■ **ACTIVITY**: Transcribe exactly the lines below that begin at the line with "Map reading. Read" and stop after the line with "What data does", leaving out every picture.

### PROVIDED RECORDS

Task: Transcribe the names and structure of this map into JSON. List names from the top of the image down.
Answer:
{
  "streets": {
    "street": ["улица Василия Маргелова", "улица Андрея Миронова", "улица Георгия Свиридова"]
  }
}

######
### PROVIDED RECORDS

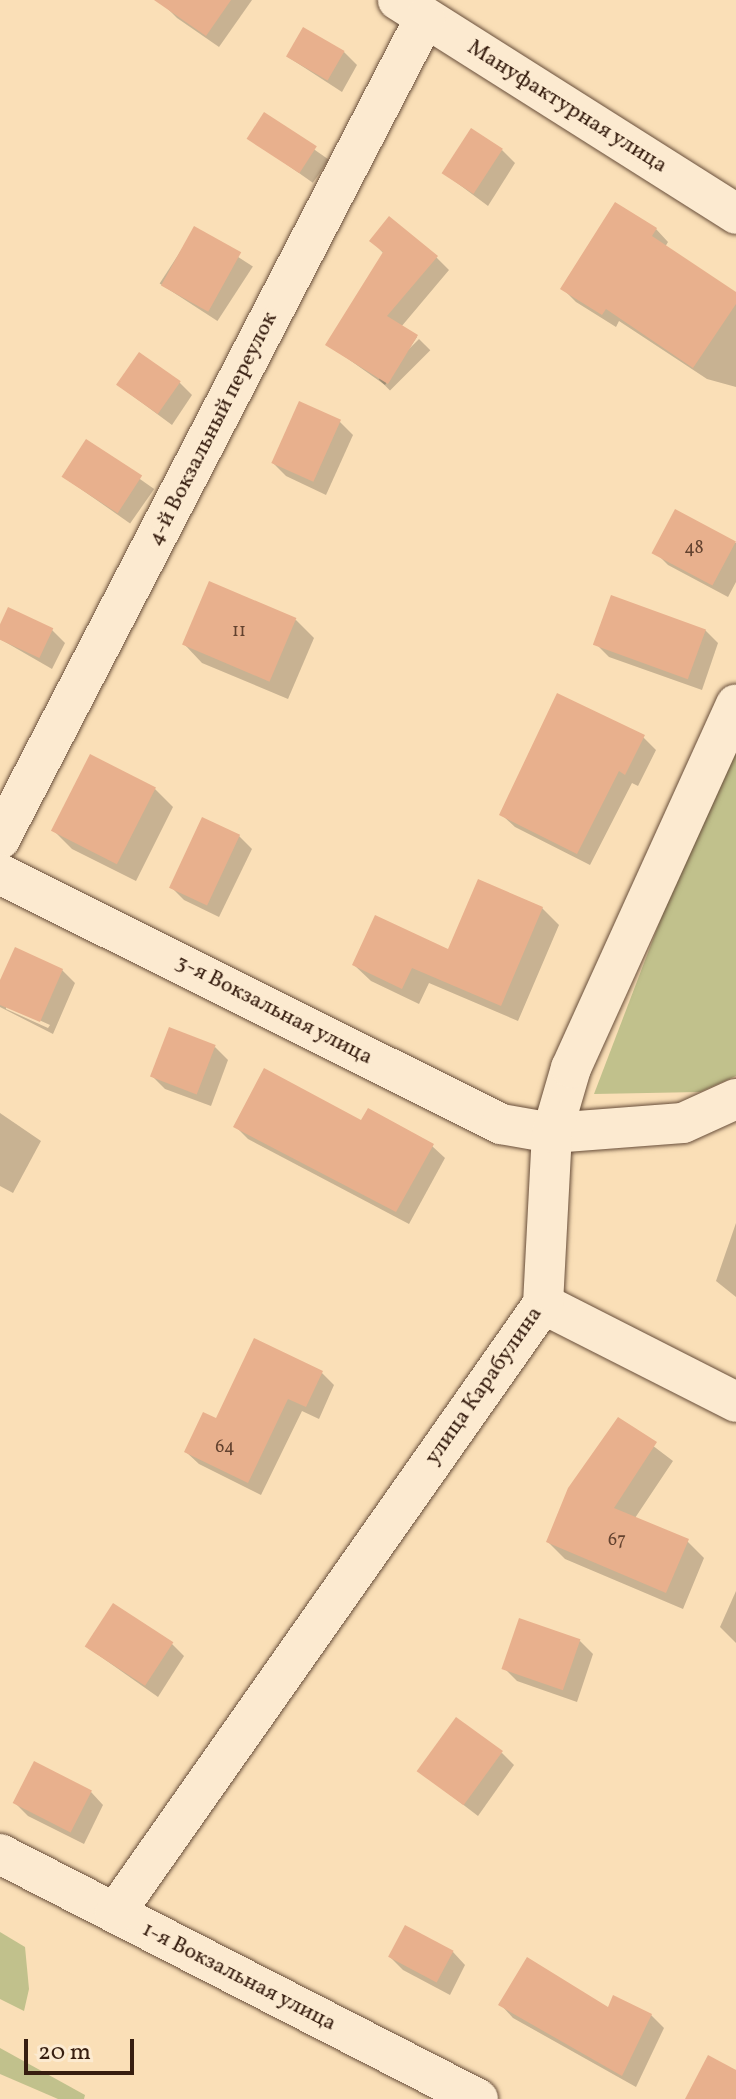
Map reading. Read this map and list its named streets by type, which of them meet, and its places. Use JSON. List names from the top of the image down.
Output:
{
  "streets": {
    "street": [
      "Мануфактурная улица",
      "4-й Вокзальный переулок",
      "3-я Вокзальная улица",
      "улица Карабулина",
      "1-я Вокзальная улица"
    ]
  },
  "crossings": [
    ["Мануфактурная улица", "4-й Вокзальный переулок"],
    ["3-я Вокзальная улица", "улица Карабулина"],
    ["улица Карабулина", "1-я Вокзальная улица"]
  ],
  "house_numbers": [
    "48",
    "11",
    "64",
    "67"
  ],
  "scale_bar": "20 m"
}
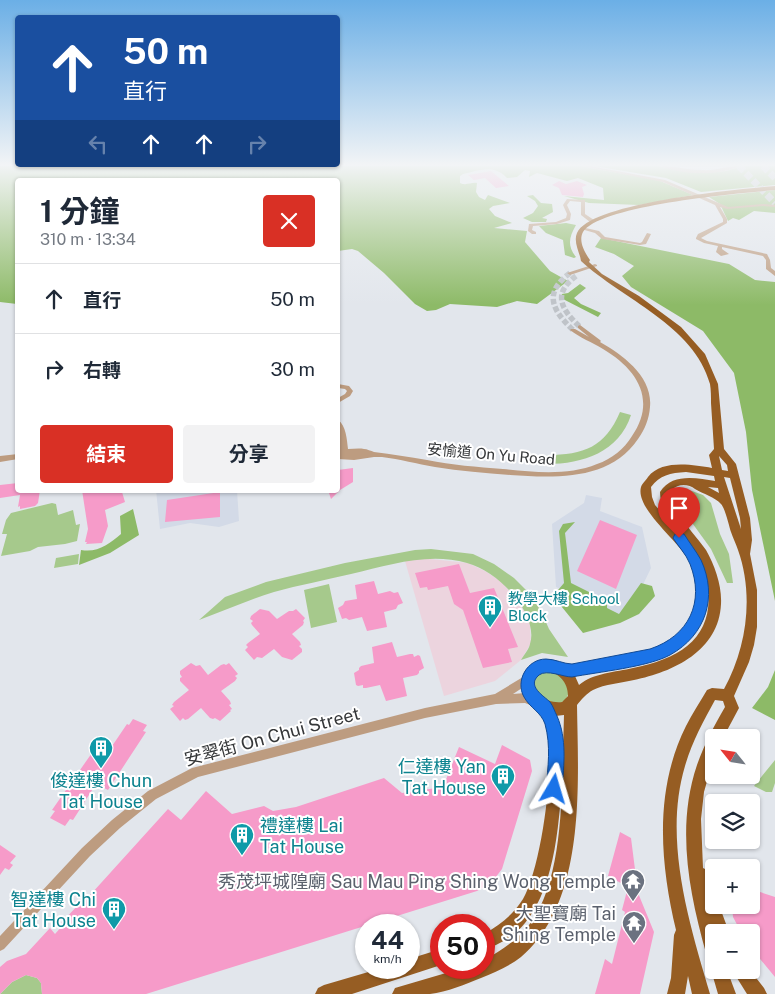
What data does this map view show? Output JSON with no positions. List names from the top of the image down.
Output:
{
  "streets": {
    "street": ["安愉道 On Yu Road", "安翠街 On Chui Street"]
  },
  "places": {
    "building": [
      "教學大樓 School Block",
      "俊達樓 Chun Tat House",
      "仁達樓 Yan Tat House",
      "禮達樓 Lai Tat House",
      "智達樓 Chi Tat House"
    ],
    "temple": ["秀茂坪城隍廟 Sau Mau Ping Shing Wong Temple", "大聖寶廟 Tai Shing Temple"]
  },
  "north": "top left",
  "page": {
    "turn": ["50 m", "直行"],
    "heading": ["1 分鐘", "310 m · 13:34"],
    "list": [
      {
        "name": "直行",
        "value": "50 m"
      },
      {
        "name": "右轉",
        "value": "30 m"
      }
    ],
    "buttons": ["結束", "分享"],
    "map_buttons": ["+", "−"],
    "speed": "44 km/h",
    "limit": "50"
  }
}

######

■ **RESPONSE BELOW**:
Map reading. Read this map and list its named streets by type, which of them meet, and its places. Use JSON. List names from the top of the image down.
Output:
{
  "streets": {
    "street": [
      "Мануфактурная улица",
      "4-й Вокзальный переулок",
      "3-я Вокзальная улица",
      "улица Карабулина",
      "1-я Вокзальная улица"
    ]
  },
  "crossings": [
    ["Мануфактурная улица", "4-й Вокзальный переулок"],
    ["3-я Вокзальная улица", "улица Карабулина"],
    ["улица Карабулина", "1-я Вокзальная улица"]
  ],
  "house_numbers": [
    "48",
    "11",
    "64",
    "67"
  ],
  "scale_bar": "20 m"
}
What data does this map view show? Output JSON with no positions. List names from the top of the image down.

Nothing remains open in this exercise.